== Your instructions ==
Among the records below, find each line that includes the string "small" and copy it.

(Exercise data Opens)

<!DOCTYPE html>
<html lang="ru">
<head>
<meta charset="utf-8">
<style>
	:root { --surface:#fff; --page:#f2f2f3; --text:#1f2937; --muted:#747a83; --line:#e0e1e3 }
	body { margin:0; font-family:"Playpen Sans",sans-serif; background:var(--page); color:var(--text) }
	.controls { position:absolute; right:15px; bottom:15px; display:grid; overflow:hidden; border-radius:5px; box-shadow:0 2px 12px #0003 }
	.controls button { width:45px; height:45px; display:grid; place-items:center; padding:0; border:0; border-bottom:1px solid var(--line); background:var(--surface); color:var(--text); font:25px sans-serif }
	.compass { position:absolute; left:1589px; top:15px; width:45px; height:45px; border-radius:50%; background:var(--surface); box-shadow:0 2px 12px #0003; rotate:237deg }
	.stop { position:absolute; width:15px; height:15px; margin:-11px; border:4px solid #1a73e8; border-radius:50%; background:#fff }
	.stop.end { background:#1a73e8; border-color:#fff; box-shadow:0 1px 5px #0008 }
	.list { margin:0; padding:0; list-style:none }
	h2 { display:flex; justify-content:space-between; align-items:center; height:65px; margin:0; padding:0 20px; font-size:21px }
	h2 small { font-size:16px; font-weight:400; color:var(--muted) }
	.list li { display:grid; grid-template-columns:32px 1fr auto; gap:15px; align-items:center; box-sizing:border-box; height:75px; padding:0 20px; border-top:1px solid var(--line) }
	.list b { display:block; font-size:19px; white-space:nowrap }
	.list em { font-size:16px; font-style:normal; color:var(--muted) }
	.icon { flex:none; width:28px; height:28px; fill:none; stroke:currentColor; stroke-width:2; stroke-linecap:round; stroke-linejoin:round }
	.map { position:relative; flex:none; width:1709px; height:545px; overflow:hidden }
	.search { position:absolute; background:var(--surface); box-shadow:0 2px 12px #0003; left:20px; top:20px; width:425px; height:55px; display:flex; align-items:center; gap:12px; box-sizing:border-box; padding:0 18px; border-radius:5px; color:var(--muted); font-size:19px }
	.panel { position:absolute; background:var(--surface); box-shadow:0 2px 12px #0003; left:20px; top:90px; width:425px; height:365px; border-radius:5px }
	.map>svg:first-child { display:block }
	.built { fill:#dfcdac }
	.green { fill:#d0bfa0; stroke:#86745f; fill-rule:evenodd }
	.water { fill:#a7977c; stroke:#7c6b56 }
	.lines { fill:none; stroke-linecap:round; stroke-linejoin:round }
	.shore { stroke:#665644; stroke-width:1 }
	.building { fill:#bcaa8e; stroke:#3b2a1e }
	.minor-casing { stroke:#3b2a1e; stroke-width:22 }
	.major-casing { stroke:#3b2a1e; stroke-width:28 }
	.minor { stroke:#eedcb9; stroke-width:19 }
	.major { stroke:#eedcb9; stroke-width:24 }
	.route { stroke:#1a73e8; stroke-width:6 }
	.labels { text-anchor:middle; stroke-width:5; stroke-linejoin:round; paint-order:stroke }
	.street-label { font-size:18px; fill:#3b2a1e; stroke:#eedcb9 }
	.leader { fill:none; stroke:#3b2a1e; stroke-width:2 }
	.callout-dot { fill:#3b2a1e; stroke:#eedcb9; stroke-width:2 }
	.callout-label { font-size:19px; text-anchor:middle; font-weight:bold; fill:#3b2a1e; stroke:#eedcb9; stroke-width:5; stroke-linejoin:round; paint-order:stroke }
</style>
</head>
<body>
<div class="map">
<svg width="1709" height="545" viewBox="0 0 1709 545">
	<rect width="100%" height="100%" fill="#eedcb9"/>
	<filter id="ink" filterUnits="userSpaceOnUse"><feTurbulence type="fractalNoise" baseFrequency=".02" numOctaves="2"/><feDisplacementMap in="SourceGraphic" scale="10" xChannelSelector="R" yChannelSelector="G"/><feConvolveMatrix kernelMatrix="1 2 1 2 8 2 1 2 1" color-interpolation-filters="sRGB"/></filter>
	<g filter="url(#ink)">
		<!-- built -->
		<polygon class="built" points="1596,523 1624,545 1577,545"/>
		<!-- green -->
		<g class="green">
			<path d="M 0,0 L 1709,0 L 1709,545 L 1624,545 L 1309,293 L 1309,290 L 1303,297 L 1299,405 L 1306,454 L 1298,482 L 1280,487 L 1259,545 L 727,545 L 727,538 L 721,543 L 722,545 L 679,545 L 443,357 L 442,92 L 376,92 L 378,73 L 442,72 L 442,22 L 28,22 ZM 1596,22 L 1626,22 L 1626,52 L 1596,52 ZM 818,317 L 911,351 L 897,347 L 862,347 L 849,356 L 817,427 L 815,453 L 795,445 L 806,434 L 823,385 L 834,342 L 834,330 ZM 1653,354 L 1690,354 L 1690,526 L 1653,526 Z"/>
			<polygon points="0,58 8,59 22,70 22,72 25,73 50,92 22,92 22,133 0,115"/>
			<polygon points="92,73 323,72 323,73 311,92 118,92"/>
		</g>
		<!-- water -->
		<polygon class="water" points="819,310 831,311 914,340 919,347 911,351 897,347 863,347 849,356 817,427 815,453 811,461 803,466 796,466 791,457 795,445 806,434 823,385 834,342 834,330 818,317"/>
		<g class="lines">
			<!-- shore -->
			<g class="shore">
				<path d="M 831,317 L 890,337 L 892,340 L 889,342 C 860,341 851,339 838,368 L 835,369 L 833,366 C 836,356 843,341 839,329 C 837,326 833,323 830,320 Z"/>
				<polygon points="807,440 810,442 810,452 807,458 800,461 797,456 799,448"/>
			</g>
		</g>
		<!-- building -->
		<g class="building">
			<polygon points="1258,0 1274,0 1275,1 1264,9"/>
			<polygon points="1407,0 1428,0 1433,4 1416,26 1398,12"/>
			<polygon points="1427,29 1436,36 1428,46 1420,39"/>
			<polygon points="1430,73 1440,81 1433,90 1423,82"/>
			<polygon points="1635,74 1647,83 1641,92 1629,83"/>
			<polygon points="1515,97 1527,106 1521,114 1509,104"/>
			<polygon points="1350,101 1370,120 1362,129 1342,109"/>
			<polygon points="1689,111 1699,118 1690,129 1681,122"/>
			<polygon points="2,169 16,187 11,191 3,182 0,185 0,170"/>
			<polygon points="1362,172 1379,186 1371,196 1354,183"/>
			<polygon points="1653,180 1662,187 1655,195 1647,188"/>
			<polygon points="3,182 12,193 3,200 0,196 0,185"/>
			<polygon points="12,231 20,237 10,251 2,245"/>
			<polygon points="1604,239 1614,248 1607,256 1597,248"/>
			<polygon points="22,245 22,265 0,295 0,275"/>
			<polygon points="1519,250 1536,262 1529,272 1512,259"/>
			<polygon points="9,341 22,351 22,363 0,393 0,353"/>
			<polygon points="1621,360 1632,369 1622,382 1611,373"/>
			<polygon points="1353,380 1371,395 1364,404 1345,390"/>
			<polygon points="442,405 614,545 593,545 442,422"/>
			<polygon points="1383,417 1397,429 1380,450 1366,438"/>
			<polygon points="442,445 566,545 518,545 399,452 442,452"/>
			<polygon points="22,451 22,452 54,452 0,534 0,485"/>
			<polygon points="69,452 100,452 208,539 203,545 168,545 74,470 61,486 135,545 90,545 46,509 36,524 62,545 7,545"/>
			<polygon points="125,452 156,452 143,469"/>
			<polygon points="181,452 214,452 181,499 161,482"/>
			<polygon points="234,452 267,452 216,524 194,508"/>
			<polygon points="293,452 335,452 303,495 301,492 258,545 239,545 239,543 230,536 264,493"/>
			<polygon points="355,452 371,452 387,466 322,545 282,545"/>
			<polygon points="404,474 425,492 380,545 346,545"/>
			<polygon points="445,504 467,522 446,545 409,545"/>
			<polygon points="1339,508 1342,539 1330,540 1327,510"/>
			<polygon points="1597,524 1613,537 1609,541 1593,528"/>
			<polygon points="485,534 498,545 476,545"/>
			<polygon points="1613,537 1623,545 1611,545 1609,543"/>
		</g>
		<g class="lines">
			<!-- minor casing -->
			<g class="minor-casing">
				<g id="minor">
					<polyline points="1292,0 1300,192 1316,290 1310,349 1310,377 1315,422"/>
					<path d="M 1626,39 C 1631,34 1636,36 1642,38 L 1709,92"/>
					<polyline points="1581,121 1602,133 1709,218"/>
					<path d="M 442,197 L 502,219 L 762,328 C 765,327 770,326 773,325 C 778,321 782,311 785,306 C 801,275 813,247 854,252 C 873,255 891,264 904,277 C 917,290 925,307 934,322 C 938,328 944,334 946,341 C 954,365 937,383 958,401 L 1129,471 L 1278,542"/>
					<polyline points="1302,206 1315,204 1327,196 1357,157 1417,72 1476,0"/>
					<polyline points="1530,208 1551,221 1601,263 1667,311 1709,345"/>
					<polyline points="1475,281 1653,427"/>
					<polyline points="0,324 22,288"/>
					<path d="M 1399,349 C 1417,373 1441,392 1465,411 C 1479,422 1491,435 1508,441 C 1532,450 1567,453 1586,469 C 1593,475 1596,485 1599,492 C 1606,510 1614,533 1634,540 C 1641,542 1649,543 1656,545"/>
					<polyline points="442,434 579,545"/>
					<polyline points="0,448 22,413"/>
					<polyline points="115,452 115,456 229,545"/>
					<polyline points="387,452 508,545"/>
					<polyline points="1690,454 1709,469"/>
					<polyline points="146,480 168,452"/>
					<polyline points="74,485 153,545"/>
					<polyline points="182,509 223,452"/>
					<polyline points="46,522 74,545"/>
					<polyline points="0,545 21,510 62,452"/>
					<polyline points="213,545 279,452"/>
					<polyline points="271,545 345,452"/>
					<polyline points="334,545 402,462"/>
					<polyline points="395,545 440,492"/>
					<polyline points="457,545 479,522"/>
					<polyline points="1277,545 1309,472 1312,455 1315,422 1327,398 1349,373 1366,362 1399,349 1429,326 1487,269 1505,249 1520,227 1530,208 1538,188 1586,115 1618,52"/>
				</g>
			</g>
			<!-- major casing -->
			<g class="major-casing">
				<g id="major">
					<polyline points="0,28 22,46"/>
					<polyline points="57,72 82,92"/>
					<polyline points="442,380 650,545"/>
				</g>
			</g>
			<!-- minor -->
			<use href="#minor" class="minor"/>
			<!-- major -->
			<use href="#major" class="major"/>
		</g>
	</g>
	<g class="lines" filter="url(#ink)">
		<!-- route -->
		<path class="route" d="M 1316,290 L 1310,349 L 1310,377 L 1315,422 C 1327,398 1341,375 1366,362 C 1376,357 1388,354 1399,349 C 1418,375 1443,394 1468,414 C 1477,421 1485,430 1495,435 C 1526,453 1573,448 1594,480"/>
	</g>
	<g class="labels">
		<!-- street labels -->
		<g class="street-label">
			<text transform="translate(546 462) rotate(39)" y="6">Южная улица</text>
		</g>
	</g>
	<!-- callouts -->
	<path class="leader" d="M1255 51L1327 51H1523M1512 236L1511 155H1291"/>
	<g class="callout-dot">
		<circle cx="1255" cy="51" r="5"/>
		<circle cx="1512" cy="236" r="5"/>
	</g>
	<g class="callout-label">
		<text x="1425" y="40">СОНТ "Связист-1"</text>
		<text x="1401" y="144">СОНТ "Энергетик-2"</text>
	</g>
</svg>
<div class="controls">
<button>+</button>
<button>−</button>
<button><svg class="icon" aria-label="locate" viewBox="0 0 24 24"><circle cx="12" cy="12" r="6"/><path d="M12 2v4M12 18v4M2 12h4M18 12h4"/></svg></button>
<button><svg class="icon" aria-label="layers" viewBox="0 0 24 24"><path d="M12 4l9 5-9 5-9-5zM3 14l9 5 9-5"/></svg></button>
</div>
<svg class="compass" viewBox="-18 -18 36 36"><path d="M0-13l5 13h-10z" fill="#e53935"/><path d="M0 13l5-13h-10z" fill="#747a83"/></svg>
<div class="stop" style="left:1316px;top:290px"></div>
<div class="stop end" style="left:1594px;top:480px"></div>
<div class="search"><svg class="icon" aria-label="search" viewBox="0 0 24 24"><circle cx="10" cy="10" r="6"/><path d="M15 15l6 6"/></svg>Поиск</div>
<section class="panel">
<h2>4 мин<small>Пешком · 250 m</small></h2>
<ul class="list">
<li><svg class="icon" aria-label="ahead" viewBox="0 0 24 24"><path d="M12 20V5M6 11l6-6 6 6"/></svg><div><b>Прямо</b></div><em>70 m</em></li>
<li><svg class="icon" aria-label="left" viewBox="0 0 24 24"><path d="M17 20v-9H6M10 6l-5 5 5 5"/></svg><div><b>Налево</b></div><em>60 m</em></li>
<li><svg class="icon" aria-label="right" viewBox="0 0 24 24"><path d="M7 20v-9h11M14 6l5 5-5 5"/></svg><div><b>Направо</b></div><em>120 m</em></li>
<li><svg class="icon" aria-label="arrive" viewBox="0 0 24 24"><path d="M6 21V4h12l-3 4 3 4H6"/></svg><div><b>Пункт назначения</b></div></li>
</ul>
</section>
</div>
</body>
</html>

(Exercise data Closes)

== Finished task ==
	h2 small { font-size:16px; font-weight:400; color:var(--muted) }
<h2>4 мин<small>Пешком · 250 m</small></h2>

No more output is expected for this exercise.